The foregoing considerations in our opinion are a complete answer to the defendants' claim that their constitutional privileges were invaded.

As for the contention that the defendants received immunity under the compromise statute, it is even more illusory than the one we have already discussed based on an alleged invasion of constitutional rights. The compromise statute[1] affords no shield to one who has violated the tax laws unless there has actually been a compromise. See Botany Worsted Mills v. United States, 278 U.S. 282, 49 S.Ct. 129, 73 L.Ed. 379. It is not even claimed here that there was more than an offer to make a compromise. None of the formalities prescribed by the statute and treated by the Supreme Court as necessary to effect a compromise were observed. Botany Worsted Mills v. United States, supra, 278 U.S. at pages 288-289, 49 S.Ct. 129, 73 L. Ed. 379. There was no issue of fact for court or jury as to whether a contract of compromise had been made. Accordingly there is no merit in the defense of immunity.

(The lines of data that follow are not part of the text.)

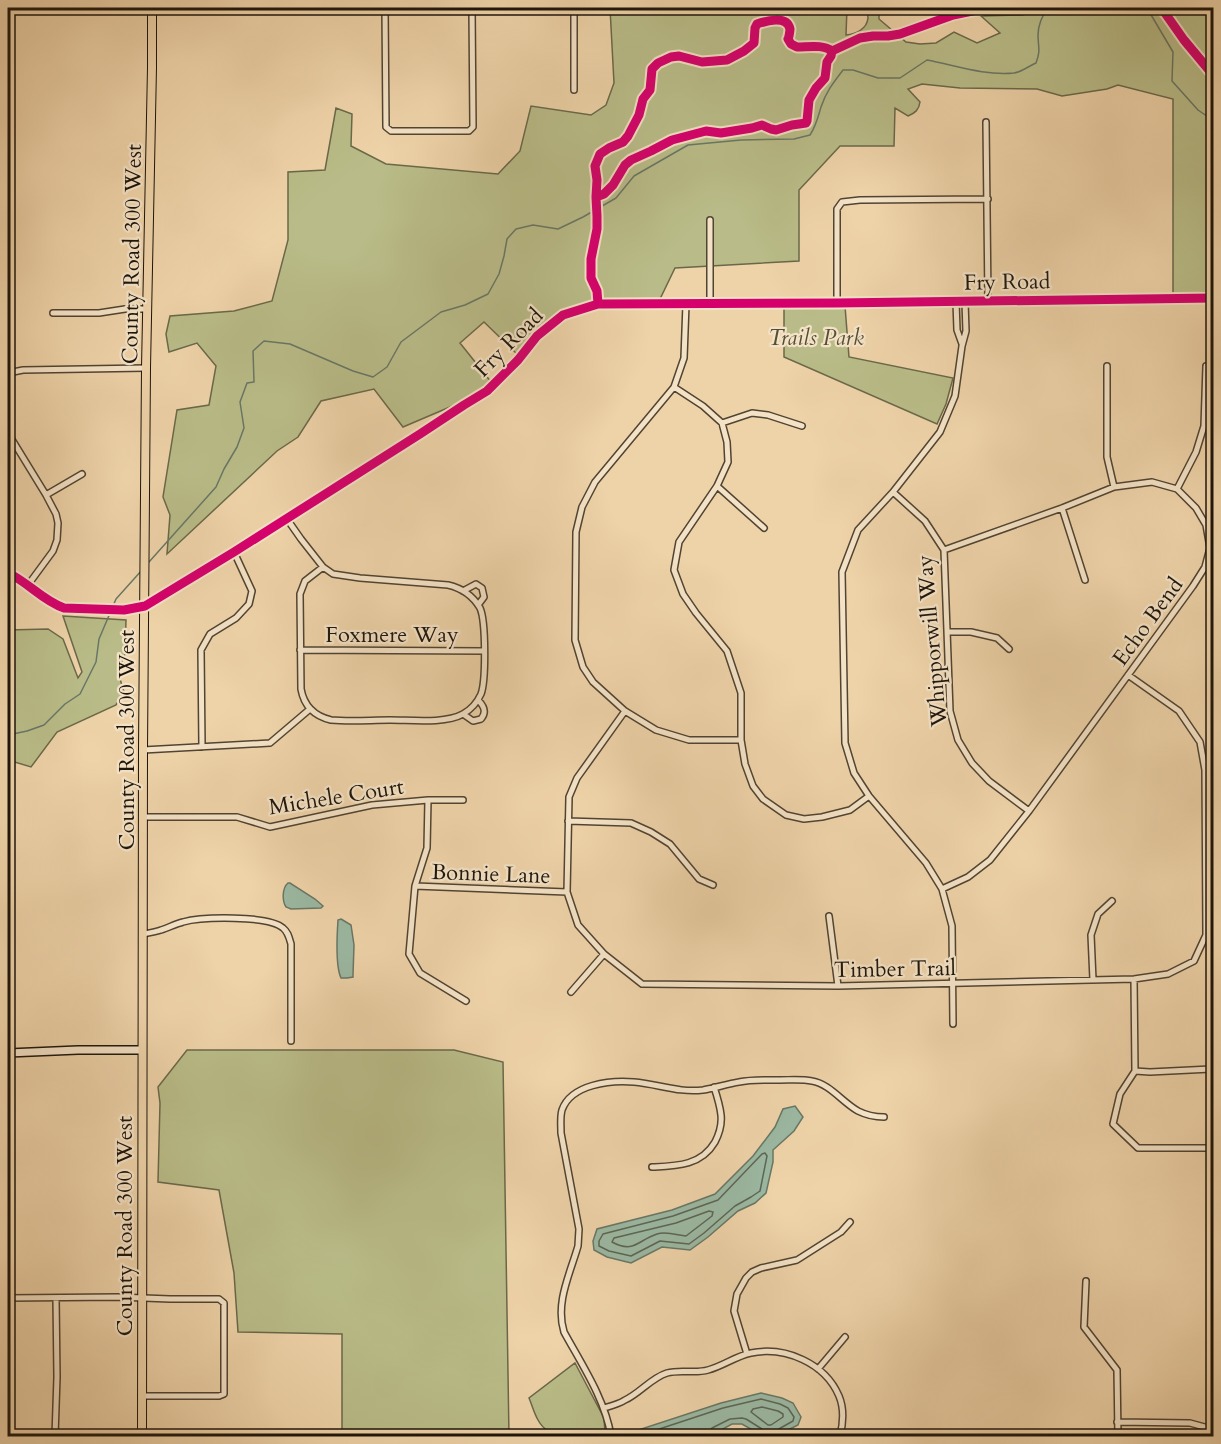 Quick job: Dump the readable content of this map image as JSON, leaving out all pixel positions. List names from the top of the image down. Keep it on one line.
{"streets":{"main road":["County Road 300 West"],"street":["Fry Road","Echo Bend","Foxmere Way","Whipporwill Way","Michele Court","Bonnie Lane","Timber Trail"]},"crossings":[["County Road 300 West","Fry Road"],["County Road 300 West","Michele Court"],["Echo Bend","Whipporwill Way"],["Bonnie Lane","Timber Trail"]],"parks":["Trails Park"]} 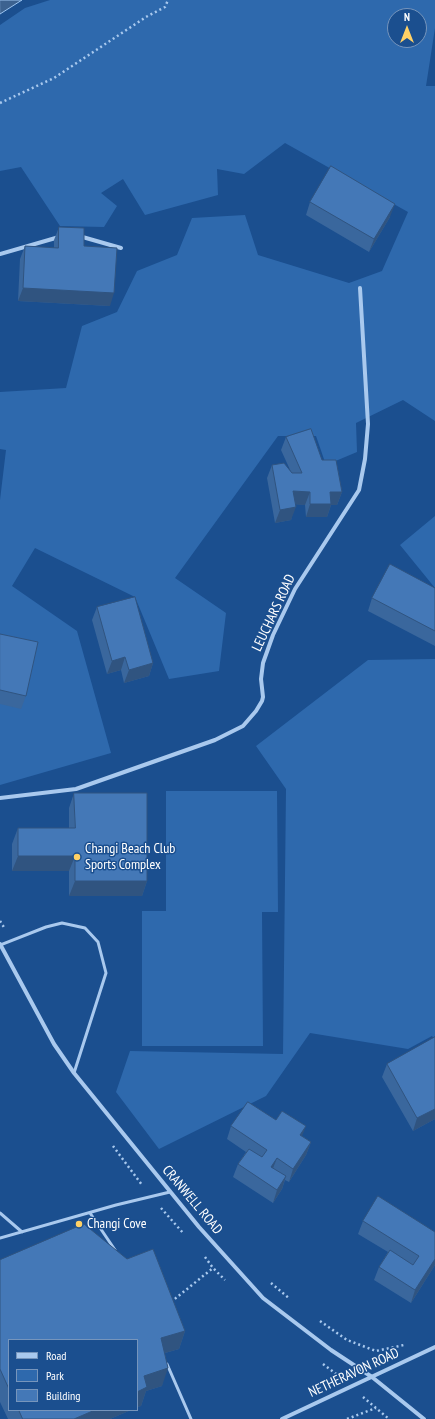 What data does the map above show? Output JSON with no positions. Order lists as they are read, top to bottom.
{
  "streets": {
    "street": ["LEUCHARS ROAD", "CRANWELL ROAD", "NETHERAVON ROAD"]
  },
  "crossings": [
    ["CRANWELL ROAD", "NETHERAVON ROAD"]
  ],
  "places": ["Changi Beach Club Sports Complex", "Changi Cove"],
  "legend": ["Road", "Park", "Building"],
  "north": "top"
}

The defendants assign error because the court refused to grant a continuance on the ground that the witness Eisner was ill. At the time Mr. Eisner had suffered a coronary thrombosis. In the circumstances the question of a continuance for the purpose of attempting to introduce testimony which, if ever attainable, would only have been cumulative to that of Allan Lustig and Oestreicher was a matter within the discretion of the trial judge.

Defendants also assign error because they were not permitted to prove that at some time after March 26, 1945, and before *90 April 1, 1945, Allan Lustig requested an employee of the Lustigs to take two large packages from the novelty department of the Longchamps Restaurant to the apartment of Collector Pedrick. This testimony was offered to answer the denial of Pedrick that he had met Lustig on March 26 and informed the latter that the disclosure which Lustig claimed to have made on that date would avert criminal prosecution. Such testimony not only would not have shown that Pedrick did not tell the truth when he denied meeting Allan Lustig on March 26 but would have involved the trial of the collateral dispute as to whether Pedrick ever received or knew of the receipt of the packages. The matter was probative of no issue involved in the case and was highly collateral. We think it was properly excluded.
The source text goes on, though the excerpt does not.